*INSTRUCTIONS TO FOLLOW*. Go through the records and filter out every line lacking the word "bottom"; copy the lines that remain.

___ AVAILABLE RECORDS

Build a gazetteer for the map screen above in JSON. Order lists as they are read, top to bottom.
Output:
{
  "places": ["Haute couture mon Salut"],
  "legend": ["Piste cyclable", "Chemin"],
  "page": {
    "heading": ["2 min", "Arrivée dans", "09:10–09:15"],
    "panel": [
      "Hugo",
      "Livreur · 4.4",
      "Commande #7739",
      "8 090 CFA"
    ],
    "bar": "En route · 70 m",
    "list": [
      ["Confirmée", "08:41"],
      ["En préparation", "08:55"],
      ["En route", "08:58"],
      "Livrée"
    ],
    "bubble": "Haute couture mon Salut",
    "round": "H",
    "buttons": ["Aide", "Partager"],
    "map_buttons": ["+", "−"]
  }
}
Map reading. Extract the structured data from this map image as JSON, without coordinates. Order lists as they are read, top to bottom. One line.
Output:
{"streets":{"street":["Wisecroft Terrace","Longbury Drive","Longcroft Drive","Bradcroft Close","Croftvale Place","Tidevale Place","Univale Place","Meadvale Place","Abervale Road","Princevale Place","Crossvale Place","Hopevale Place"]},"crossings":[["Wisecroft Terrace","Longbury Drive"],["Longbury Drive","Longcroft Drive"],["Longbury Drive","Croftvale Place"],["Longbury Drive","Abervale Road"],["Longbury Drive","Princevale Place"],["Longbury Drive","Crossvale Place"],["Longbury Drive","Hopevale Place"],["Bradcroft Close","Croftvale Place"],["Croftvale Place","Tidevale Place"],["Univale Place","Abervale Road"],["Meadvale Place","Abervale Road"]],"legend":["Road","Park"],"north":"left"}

______

*RESULT OF THE EXERCISE*.
Build a gazetteer for the map screen above in JSON. Order lists as they are read, top to bottom.
Map reading. Extract the structured data from this map image as JSON, without coordinates. Order lists as they are read, top to bottom. One line.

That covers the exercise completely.